Место академического богословия в жизни Русской Православной Церкви

Московская Сретенская  Духовная Академия

Место академического богословия в жизни Русской Православной Церкви

2554



Статья кандидата философских наук, доцента ФДО Московской духовной академии, руководителя пастырского магистерского профиля Сретенской духовной академии священника Павла Сержантова посвящена размышлениям о месте академического богословия в жизни Русской Православной Церкви. Автор пытается представить целостный взгляд, основанный на Священном Писании и Священном Предании.

Начнем с того, что богословие занимает на страницах Нового Завета не последнее место. Евангелист Иоанн начинает благую весть о Христе с богословия – исповедания Единого Бога в Лице Отца и в Лице Слова (Сына), потом рассказывает о Святом Духе. Учение о троичности Единого Божества и о Воплощении Бога апостол адресует всем христианам, не узкому кругу избранных. Иоанново Евангелие написано самым простым языком. Лексикон богословского Евангелия составляет около двух тысяч слов – это словарный запас ребенка.

Значит, богословие для всех освящено авторитетом Священного Писания. Запомним это и двинемся дальше. У апостола Иоанна был ученик – священномученик Поликарп Смирнский. В его писаниях мы тоже видим учения, принятые от апостолов, и это уже святоотеческое богословие для всех. Двинемся еще на одно поколение: ученик святого Поликарпа – священномученик Ириней Лионский – автор богословских книг против опасных псевдохристианских ересей. И это уже, можно сказать, ученое богословие. Святому Иринею приходилось бороться с изощренными доктринами гностиков. Еретики предлагали людям оккультную смесь на базе язычества. Причем гностики заявляли, что обладают сокровенным, элитным духовным знанием, которое приняли от самых приближенных ко Христу апостолов. Гностики свысока относились к евангельскому богословию для всех. Вот почему святой Ириней разрабатывал ясное понятие о Священном Писании и Предании. Он готовил и оттачивал мощный богословский инструментарий, чтобы противостоять гностицизму.
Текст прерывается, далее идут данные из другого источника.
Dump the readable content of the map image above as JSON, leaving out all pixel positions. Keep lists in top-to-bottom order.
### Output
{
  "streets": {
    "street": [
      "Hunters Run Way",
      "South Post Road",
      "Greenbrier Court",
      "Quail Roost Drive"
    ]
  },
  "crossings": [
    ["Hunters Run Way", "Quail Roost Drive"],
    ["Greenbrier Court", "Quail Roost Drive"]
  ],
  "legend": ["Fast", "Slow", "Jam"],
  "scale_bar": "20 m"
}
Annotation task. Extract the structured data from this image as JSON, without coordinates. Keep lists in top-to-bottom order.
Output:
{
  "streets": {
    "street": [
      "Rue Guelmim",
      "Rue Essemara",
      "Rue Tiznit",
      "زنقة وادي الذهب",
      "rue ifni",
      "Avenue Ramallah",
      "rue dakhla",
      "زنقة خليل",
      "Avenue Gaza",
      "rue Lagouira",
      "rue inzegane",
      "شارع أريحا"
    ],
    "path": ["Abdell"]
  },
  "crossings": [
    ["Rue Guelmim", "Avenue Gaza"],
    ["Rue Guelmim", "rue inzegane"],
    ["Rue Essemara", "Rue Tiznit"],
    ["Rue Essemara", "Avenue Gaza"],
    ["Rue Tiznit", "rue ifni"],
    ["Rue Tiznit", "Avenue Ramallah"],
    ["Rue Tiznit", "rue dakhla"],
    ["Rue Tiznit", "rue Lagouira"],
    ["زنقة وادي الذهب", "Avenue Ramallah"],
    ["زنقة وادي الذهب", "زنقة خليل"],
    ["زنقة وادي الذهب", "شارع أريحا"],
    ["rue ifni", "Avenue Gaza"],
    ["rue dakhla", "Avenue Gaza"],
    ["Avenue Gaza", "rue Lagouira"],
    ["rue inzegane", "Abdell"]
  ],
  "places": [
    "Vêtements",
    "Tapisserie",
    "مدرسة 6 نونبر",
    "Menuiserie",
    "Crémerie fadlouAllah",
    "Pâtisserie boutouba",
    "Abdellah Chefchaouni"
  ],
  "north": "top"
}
Во II в. христианское богословие передавалось от учителя к ученикам (Иоанн Богослов, Поликарп Смирнский, Ириней Лионский), возникали небольшие богословские школы. Патрологи отмечают школу святого Иустина Мученика и отколовшуюся от нее школу апологета Татиана, ушедшего в раскол. Это канун возникновения мощного академического богословия, которое заявляет о себе в III в.[1]. Жизнь была сложной, еще гонения на Церковь не кончились, это богословие было голосом исповеднической Церкви, а не просто данью греко-римской культуре. Появившись, академическое богословие сразу стало весьма заметным явлением в жизни Церкви.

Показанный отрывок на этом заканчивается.